+++ DATA RECORDS

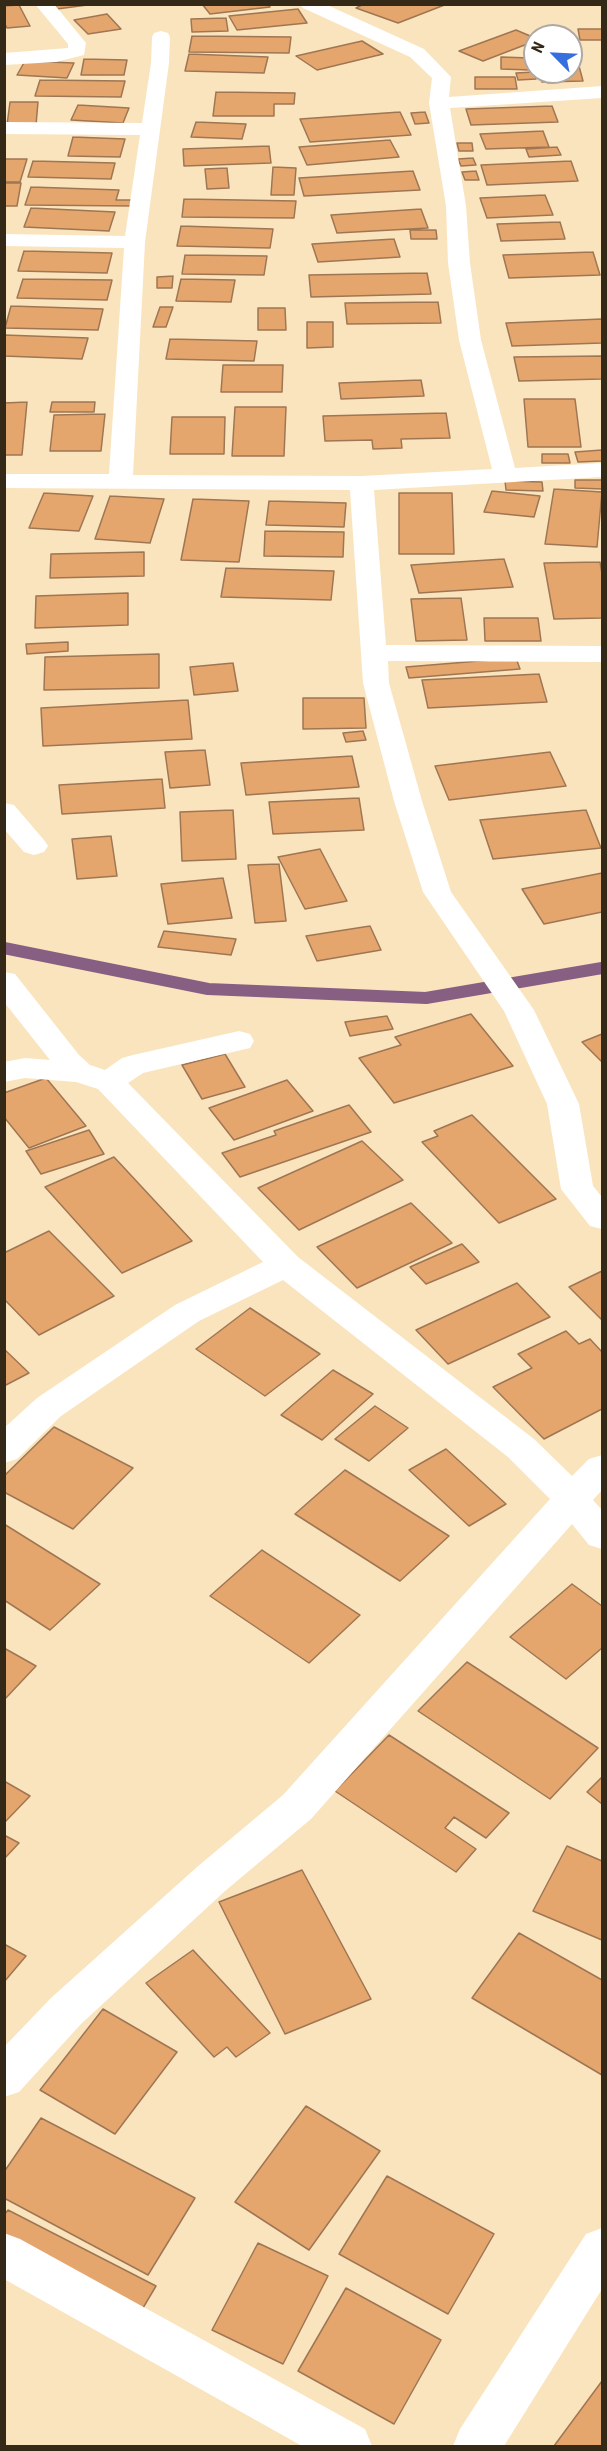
<!DOCTYPE html>
<style>
body{margin:0}
#map{position:relative;width:607px;height:2451px;overflow:hidden;background:#fae4bd;font-family:"Roboto Condensed",sans-serif}
canvas{display:block}
.frame{position:absolute;inset:0;border:6px solid #342916;pointer-events:none}
.north{position:absolute;left:523px;top:24px;width:60px;height:60px;box-sizing:border-box;background:#fff;border:2px solid #aea9a2;border-radius:50%;rotate:294deg;font-size:16px;font-weight:700;line-height:24px;text-align:center;color:#342916}
.north::after{content:'';display:block;margin:auto;width:21px;height:27px;background:#3670df;clip-path:polygon(50% 0,100% 100%,50% 72%,0 100%)}
</style>
<div id="map">
<canvas width="607" height="2451"></canvas>
<div class="frame"></div>
<div class="north">N</div>
</div>
<script>
const ctx = document.querySelector('canvas').getContext('2d');
ctx.lineJoin = 'round';
const poly = rows => new Path2D(rows.map(r => 'M' + r).join(''));
function strokePath(path, color, width, dash) { ctx.strokeStyle = color; ctx.lineWidth = width; ctx.lineCap = dash ? 'butt' : 'round'; ctx.setLineDash(dash || []); ctx.stroke(path); }
function paint(path, color) { ctx.fillStyle = color; ctx.fill(path, 'evenodd'); }
strokePath(poly([
 [4,948,208,989,426,998,602,968]
]), '#865f83', 12);
const building = poly([
 [54,4,95,4,57,9,54,4],
 [202,4,268,4,270,7,210,14,202,4],
 [364,4,447,4,398,23,356,8,364,4],
 [19,5,30,26,7,28,4,22,4,6,19,5],
 [298,9,307,23,237,30,229,16,298,9],
 [107,14,121,29,88,34,74,20,107,14],
 [226,18,228,31,192,32,191,19,226,18],
 [578,29,602,29,602,40,580,40,578,29],
 [516,30,535,38,535,41,483,61,459,51,516,30],
 [192,36,291,37,289,53,189,52,192,36],
 [362,41,383,54,317,70,296,56,362,41],
 [571,51,575,51,583,81,542,82,539,72,571,72,571,51],
 [189,54,268,57,264,73,185,71,189,54],
 [501,57,530,58,530,70,501,69,501,57],
 [84,59,127,60,124,75,81,75,84,59],
 [25,61,74,63,67,78,17,75,25,61],
 [534,72,536,79,518,80,516,73,534,72],
 [475,77,515,77,517,89,475,89,475,77],
 [40,80,125,81,121,97,35,96,40,80],
 [216,92,295,93,294,104,274,104,274,116,213,116,216,92],
 [10,102,38,102,36,125,7,125,10,102],
 [78,105,129,108,123,123,71,120,78,105],
 [552,106,558,122,471,125,466,109,552,106],
 [400,112,411,135,310,142,300,119,400,112],
 [425,112,429,123,415,124,411,113,425,112],
 [196,122,246,124,242,139,191,137,196,122],
 [543,131,549,147,486,149,480,134,543,131],
 [73,137,125,139,120,157,68,156,73,137],
 [390,140,399,157,307,165,299,147,390,140],
 [457,143,472,143,473,151,459,151,457,143],
 [269,146,271,163,184,166,183,149,269,146],
 [557,147,561,155,529,157,526,149,557,147],
 [473,158,476,165,461,166,458,159,473,158],
 [4,159,27,159,20,182,4,182,4,159],
 [33,161,115,163,111,179,28,177,33,161],
 [571,161,578,181,487,185,481,165,571,161],
 [273,167,296,168,294,195,271,195,273,167],
 [227,168,229,188,207,189,205,169,227,168],
 [413,171,420,190,304,196,299,178,413,171],
 [476,171,479,180,465,180,462,172,476,171],
 [4,183,21,183,17,206,4,206,4,183],
 [31,187,119,190,116,200,133,200,132,206,25,205,31,187],
 [545,195,553,215,487,218,480,198,545,195],
 [184,199,296,201,294,218,182,217,184,199],
 [31,208,115,212,109,231,24,227,31,208],
 [421,209,428,228,337,233,331,215,421,209],
 [560,222,565,239,501,241,497,224,560,222],
 [181,226,273,229,270,248,177,246,181,226],
 [410,230,436,230,437,239,411,239,410,230],
 [394,239,400,257,318,262,312,244,394,239],
 [24,251,112,253,107,273,18,271,24,251],
 [593,252,600,275,509,278,503,255,593,252],
 [185,255,267,256,264,275,182,274,185,255],
 [427,273,431,294,311,297,309,275,427,273],
 [173,276,172,288,157,288,157,277,173,276],
 [23,279,112,280,107,300,17,298,23,279],
 [181,279,235,280,231,302,176,301,181,279],
 [438,302,441,323,347,324,345,303,438,302],
 [11,306,103,309,98,330,5,328,11,306],
 [160,307,173,307,166,327,153,327,160,307],
 [258,308,285,308,286,330,258,330,258,308],
 [602,319,602,343,512,346,506,323,602,319],
 [307,322,333,322,333,347,307,348,307,322],
 [4,335,88,338,82,359,4,356,4,335],
 [170,339,257,341,254,361,166,359,170,339],
 [602,356,602,379,519,381,514,357,602,356],
 [223,365,283,365,282,392,221,392,223,365],
 [421,380,424,396,341,399,339,383,421,380],
 [524,399,575,399,581,447,528,447,524,399],
 [27,402,22,455,4,455,4,403,27,402],
 [52,402,95,402,94,412,50,412,52,402],
 [235,407,286,407,284,456,232,456,235,407],
 [446,413,450,438,401,439,402,448,373,449,372,440,325,441,323,416,446,413],
 [105,414,101,451,50,451,54,415,105,414],
 [172,417,225,417,224,454,170,454,172,417],
 [602,450,602,461,578,462,575,452,602,450],
 [542,454,568,454,570,463,542,463,542,454],
 [575,480,602,480,602,489,575,488,575,480],
 [505,481,542,482,543,491,506,490,505,481],
 [554,489,602,492,597,547,545,544,554,489],
 [492,491,540,496,534,517,484,512,492,491],
 [44,493,93,496,79,531,29,528,44,493],
 [399,493,452,493,454,554,399,554,399,493],
 [110,496,164,499,150,543,95,539,110,496],
 [193,499,249,501,239,562,181,560,193,499],
 [269,501,346,503,344,527,266,525,269,501],
 [265,531,344,532,343,557,264,556,265,531],
 [144,552,144,576,50,578,51,554,144,552],
 [504,559,513,587,419,593,411,565,504,559],
 [600,562,602,574,602,618,554,619,544,563,600,562],
 [226,568,334,571,331,600,221,597,226,568],
 [128,593,128,625,35,628,36,596,128,593],
 [461,598,467,640,416,641,411,599,461,598],
 [484,618,538,618,541,641,485,641,484,618],
 [68,642,68,651,27,654,26,644,68,642],
 [159,654,159,688,44,690,45,657,159,654],
 [516,658,520,669,409,678,406,667,516,658],
 [233,663,238,691,194,695,190,667,233,663],
 [539,674,547,702,428,708,422,680,539,674],
 [303,698,364,698,366,728,303,729,303,698],
 [188,700,192,739,43,746,41,708,188,700],
 [363,731,366,740,346,742,343,733,363,731],
 [205,750,210,785,170,788,165,752,205,750],
 [550,752,566,786,449,800,435,766,550,752],
 [352,756,359,787,246,795,241,763,352,756],
 [162,779,165,808,62,814,59,785,162,779],
 [359,798,364,830,273,834,269,802,359,798],
 [233,810,236,859,182,861,180,812,233,810],
 [586,810,601,848,493,859,480,820,586,810],
 [111,836,117,876,77,879,72,839,111,836],
 [320,849,347,901,305,909,278,857,320,849],
 [279,864,286,921,255,923,248,865,279,864],
 [602,873,602,912,544,924,522,889,602,873],
 [223,878,232,918,168,924,161,884,223,878],
 [370,926,381,950,317,961,306,936,370,926],
 [164,931,236,939,231,955,158,947,164,931],
 [471,1014,513,1066,394,1103,359,1058,401,1045,395,1037,471,1014],
 [387,1016,393,1029,350,1036,345,1022,387,1016],
 [602,1034,602,1062,582,1042,602,1034],
 [225,1054,245,1087,202,1099,182,1065,225,1054],
 [46,1078,86,1126,29,1148,4,1117,4,1093,46,1078],
 [287,1080,313,1111,234,1140,209,1108,287,1080],
 [349,1105,371,1132,240,1177,222,1153,276,1135,274,1131,349,1105],
 [472,1115,556,1199,499,1223,422,1142,438,1136,434,1131,472,1115],
 [89,1130,104,1154,41,1174,26,1151,89,1130],
 [362,1141,403,1180,299,1230,258,1188,362,1141],
 [114,1157,192,1241,122,1273,45,1187,114,1157],
 [411,1203,452,1243,357,1288,317,1247,411,1203],
 [49,1231,114,1296,39,1335,4,1299,4,1253,49,1231],
 [462,1244,479,1262,426,1284,410,1267,462,1244],
 [602,1271,602,1320,569,1287,602,1271],
 [517,1283,550,1317,448,1364,416,1330,517,1283],
 [250,1308,320,1354,265,1396,196,1349,250,1308],
 [566,1331,579,1344,590,1339,602,1352,602,1409,544,1439,493,1387,532,1368,518,1354,566,1331],
 [4,1349,29,1373,4,1386,4,1349],
 [333,1370,373,1394,322,1440,281,1415,333,1370],
 [375,1406,408,1428,369,1461,335,1439,375,1406],
 [54,1427,133,1468,73,1529,4,1492,4,1476,54,1427],
 [446,1449,506,1504,469,1526,409,1470,446,1449],
 [345,1470,449,1536,400,1581,295,1514,345,1470],
 [4,1524,100,1584,50,1630,4,1600,4,1524],
 [262,1550,360,1615,309,1663,210,1596,262,1550],
 [572,1584,602,1606,602,1648,566,1679,510,1637,572,1584],
 [4,1648,36,1666,4,1700,4,1648],
 [467,1662,598,1748,550,1799,418,1711,467,1662],
 [389,1735,509,1813,486,1838,454,1817,445,1828,476,1849,456,1872,335,1791,389,1735],
 [602,1777,602,1804,587,1792,602,1777],
 [4,1781,30,1796,4,1823,4,1781],
 [4,1835,19,1843,4,1859,4,1835],
 [567,1846,602,1861,602,1940,533,1911,567,1846],
 [302,1870,371,1999,285,2034,219,1902,302,1870],
 [519,1933,602,1980,602,2075,472,1998,519,1933],
 [4,1944,26,1956,4,1982,4,1944],
 [193,1950,270,2033,236,2057,227,2047,214,2057,146,1983,193,1950],
 [103,2009,177,2052,115,2134,40,2090,103,2009],
 [306,2106,380,2151,309,2250,235,2202,306,2106],
 [41,2118,195,2198,148,2275,4,2198,4,2172,41,2118],
 [387,2176,494,2234,448,2314,339,2254,387,2176],
 [8,2210,156,2286,140,2313,4,2243,4,2215,8,2210],
 [258,2243,328,2276,283,2364,212,2330,258,2243],
 [346,2288,441,2340,394,2424,298,2371,346,2288],
 [602,2381,602,2446,554,2446,602,2381]
]);
paint(building, '#e5a66e');
strokePath(building, '#9f7653', 1.5);
paint(poly([
 [35,4,54,4,86,43,84,55,56,62,4,65,4,53,68,48,68,44,35,4],
 [300,4,325,4,424,49,451,77,449,97,602,86,602,98,450,108,466,206,470,263,481,340,515,468,602,463,602,477,374,490,386,645,602,646,602,662,388,661,389,683,422,801,451,892,534,1010,579,1104,593,1186,602,1197,602,1229,590,1226,561,1189,547,1104,504,1011,423,892,394,801,363,683,350,490,4,488,4,474,109,474,124,248,4,246,4,234,125,236,140,135,4,134,4,122,142,123,151,63,152,37,154,33,161,31,168,33,170,37,169,63,145,242,133,475,362,476,492,469,459,340,448,263,446,206,429,103,432,78,410,57,303,8,300,4],
 [4,803,14,805,44,840,48,846,44,852,34,855,24,852,4,829,4,803],
 [4,972,15,974,79,1055,90,1065,105,1070,122,1058,133,1055,239,1031,250,1034,254,1041,250,1048,143,1073,128,1083,298,1257,534,1439,572,1476,589,1459,602,1455,602,1490,593,1500,602,1510,602,1549,589,1545,572,1524,311,1819,225,1891,81,2024,19,2092,4,2097,4,2047,51,1998,197,1867,283,1795,550,1499,508,1457,283,1280,199,1321,61,1416,17,1459,4,1463,4,1428,37,1398,175,1305,263,1262,98,1089,76,1082,25,1078,4,1082,4,1062,25,1058,50,1060,4,1002,4,972],
 [602,2228,602,2289,504,2446,453,2446,460,2429,586,2234,602,2228],
 [4,2233,20,2239,365,2429,372,2446,302,2446,4,2279,4,2233]
]), '#fff');
</script>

++++++

▶ [PROBLEM TO SOLVE]
Check the records above and copy each line that has the string "class".

▶ [ANSWER FOR THIS EXERCISE]
<div class="frame"></div>
<div class="north">N</div>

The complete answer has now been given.